- What you need to do
Lines in the listing below containing the string "limit" are to be identified and copied.

START Provided data

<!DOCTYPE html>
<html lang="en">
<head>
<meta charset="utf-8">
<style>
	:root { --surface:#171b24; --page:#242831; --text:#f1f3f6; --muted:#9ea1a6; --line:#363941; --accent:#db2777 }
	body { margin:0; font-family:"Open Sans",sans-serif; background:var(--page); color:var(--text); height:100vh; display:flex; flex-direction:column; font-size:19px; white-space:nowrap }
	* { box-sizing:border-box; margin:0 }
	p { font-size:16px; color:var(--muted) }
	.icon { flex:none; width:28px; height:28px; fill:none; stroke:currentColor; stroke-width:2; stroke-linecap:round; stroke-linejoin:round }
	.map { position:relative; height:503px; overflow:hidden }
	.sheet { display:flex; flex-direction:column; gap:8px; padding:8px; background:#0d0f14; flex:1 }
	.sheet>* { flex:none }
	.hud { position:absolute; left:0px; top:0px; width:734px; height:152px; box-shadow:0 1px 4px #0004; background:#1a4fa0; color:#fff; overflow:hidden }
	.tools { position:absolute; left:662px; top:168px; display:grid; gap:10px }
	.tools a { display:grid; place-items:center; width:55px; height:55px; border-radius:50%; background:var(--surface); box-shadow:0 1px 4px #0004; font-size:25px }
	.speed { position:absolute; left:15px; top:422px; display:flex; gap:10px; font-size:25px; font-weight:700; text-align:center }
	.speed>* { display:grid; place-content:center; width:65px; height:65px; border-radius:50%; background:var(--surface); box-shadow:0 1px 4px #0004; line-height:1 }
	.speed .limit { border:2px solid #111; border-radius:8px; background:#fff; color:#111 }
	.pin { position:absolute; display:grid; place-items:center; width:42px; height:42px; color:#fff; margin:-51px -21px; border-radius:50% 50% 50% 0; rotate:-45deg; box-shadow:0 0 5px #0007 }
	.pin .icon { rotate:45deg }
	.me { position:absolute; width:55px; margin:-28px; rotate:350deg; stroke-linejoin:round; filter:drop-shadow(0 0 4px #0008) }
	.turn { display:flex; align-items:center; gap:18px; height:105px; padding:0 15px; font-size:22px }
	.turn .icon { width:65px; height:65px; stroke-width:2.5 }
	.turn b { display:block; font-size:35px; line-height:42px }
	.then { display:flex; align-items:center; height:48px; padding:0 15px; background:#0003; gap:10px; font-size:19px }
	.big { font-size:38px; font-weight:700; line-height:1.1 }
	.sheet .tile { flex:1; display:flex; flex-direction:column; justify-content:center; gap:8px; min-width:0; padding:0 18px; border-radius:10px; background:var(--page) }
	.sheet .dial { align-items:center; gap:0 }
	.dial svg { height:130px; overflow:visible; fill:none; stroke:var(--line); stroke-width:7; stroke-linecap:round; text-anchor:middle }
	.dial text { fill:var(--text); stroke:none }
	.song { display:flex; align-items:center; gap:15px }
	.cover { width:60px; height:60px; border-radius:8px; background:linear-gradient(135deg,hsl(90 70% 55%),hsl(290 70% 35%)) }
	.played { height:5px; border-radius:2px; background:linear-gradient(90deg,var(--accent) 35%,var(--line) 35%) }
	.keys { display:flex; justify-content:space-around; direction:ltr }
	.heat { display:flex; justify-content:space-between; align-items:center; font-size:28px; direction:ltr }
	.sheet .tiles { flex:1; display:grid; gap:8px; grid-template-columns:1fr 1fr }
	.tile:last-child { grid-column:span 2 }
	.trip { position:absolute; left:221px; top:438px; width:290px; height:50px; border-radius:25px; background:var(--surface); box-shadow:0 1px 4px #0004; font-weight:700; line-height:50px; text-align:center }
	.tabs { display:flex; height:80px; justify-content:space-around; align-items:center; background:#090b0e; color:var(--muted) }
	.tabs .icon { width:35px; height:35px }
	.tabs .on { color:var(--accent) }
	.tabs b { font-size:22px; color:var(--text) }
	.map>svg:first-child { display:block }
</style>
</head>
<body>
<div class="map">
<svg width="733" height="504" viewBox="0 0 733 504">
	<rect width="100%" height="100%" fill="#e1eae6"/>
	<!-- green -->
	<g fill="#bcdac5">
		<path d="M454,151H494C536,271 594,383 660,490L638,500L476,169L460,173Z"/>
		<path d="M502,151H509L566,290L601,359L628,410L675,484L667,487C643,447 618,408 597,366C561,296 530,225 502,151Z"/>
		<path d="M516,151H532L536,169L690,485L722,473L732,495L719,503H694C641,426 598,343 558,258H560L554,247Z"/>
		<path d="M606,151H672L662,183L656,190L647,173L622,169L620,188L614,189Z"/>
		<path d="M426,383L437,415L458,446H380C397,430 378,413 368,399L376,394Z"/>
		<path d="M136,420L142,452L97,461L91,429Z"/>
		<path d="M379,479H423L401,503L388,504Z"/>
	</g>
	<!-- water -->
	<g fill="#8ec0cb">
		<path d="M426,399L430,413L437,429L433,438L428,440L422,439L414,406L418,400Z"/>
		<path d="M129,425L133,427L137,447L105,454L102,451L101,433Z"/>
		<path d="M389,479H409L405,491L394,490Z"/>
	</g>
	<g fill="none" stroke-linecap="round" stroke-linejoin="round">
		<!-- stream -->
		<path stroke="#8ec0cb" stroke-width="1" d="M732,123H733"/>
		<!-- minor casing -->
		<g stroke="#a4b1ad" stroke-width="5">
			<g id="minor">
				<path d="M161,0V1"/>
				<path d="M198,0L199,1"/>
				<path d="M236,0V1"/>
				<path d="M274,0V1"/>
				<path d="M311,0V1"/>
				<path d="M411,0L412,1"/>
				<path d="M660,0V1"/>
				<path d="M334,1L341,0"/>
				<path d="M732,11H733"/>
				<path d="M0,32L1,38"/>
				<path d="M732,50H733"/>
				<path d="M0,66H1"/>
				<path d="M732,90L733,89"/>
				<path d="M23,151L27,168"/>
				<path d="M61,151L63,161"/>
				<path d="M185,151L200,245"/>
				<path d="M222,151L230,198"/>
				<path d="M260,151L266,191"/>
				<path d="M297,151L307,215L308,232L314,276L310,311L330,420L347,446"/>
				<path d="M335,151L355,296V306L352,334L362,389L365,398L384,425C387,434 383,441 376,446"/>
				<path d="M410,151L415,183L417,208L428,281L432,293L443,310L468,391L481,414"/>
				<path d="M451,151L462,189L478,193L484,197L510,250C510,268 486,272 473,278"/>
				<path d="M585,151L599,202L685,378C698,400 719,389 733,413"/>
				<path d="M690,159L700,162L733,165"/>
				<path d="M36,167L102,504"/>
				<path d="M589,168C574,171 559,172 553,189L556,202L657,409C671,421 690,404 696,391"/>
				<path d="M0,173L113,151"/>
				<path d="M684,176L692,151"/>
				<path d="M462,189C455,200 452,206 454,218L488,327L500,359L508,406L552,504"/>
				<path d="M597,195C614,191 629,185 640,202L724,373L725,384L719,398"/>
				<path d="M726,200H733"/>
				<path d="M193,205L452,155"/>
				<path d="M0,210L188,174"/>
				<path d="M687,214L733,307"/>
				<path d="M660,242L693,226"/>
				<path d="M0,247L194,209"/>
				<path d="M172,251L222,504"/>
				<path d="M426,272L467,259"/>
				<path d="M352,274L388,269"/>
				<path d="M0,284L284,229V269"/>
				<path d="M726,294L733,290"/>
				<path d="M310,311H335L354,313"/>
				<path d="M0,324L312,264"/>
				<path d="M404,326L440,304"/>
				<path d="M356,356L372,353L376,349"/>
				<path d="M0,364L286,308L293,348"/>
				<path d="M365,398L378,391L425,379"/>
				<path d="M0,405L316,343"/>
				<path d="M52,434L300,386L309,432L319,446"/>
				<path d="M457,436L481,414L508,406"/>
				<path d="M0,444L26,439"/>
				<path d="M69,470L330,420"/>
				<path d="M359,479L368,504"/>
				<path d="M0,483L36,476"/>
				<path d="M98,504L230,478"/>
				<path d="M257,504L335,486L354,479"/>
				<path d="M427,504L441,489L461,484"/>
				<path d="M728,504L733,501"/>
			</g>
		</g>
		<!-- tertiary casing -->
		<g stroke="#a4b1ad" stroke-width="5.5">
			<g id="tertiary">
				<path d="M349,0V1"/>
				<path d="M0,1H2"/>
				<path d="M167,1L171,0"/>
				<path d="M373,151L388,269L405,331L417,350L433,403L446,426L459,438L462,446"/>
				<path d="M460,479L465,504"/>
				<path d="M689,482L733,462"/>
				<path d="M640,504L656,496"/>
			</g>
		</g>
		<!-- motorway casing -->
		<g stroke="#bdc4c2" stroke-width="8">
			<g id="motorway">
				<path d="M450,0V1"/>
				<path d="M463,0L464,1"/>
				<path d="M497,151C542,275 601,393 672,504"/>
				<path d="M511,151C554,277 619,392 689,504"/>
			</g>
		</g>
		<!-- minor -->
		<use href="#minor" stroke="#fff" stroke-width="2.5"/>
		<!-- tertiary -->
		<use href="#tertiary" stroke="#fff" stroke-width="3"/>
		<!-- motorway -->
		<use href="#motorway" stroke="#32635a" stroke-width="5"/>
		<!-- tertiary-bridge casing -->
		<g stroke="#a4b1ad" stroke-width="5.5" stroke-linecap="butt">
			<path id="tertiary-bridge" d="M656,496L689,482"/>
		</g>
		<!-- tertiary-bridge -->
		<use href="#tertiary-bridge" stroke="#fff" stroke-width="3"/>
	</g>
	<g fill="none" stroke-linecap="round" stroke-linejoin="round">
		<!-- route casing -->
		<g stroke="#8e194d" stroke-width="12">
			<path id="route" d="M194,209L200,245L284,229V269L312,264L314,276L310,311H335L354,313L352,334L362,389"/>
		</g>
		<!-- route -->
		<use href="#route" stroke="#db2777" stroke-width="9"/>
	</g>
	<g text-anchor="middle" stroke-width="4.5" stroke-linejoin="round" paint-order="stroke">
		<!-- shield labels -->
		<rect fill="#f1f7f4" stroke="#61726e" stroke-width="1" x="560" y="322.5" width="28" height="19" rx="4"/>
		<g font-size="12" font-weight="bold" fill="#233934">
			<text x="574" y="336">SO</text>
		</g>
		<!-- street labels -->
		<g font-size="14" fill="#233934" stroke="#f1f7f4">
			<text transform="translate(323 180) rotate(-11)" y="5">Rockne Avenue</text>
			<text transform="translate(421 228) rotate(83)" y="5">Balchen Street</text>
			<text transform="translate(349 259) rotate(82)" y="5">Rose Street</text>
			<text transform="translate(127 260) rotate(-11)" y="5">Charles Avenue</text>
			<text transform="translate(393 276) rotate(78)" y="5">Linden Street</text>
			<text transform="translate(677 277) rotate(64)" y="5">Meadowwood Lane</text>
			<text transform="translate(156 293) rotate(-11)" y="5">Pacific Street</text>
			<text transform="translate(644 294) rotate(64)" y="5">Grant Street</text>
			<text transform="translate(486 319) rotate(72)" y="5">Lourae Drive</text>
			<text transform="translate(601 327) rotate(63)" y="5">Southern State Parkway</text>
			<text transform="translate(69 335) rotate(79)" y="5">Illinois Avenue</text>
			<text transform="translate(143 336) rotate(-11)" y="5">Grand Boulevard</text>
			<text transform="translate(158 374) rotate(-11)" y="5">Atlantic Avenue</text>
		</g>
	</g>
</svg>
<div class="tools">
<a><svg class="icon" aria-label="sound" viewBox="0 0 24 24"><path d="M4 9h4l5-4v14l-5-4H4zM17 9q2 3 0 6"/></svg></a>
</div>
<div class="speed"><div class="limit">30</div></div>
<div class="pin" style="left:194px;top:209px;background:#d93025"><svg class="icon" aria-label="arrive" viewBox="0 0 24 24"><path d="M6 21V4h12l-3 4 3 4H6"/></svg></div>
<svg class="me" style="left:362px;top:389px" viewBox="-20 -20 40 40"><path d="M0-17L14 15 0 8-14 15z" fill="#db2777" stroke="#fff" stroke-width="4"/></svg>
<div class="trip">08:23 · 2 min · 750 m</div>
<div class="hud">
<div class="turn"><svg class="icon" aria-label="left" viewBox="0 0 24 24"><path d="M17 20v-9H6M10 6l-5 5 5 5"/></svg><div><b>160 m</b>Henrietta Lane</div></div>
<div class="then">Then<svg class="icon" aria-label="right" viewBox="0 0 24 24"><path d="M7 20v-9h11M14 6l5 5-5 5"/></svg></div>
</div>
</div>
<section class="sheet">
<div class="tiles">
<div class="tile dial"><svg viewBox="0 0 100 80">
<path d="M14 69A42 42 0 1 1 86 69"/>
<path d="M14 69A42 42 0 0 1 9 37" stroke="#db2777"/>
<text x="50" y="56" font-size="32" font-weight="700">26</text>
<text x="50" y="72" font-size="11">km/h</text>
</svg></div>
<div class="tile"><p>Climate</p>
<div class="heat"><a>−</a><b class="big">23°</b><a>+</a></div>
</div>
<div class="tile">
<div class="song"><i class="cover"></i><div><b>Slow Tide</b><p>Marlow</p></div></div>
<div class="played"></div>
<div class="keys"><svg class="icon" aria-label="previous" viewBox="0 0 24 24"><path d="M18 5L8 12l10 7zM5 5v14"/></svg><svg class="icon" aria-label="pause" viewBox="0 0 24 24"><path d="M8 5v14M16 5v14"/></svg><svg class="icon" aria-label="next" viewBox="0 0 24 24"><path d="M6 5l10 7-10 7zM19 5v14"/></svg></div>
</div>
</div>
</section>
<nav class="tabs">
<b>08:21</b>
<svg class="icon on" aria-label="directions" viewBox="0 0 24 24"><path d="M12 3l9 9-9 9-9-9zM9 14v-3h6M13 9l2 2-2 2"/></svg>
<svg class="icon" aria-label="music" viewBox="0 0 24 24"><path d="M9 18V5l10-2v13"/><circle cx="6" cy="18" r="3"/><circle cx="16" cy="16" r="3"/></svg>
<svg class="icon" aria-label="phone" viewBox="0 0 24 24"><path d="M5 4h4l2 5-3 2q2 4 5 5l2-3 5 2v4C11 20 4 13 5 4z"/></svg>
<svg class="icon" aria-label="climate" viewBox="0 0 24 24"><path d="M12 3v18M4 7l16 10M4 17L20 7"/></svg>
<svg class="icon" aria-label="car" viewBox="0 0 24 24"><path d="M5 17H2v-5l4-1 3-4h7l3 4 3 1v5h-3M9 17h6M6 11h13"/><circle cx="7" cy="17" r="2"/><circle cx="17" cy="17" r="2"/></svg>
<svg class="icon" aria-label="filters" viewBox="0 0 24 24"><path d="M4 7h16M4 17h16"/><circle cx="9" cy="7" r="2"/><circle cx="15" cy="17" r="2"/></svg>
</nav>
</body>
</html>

END Provided data

- Result of the task
	.speed .limit { border:2px solid #111; border-radius:8px; background:#fff; color:#111 }
<div class="speed"><div class="limit">30</div></div>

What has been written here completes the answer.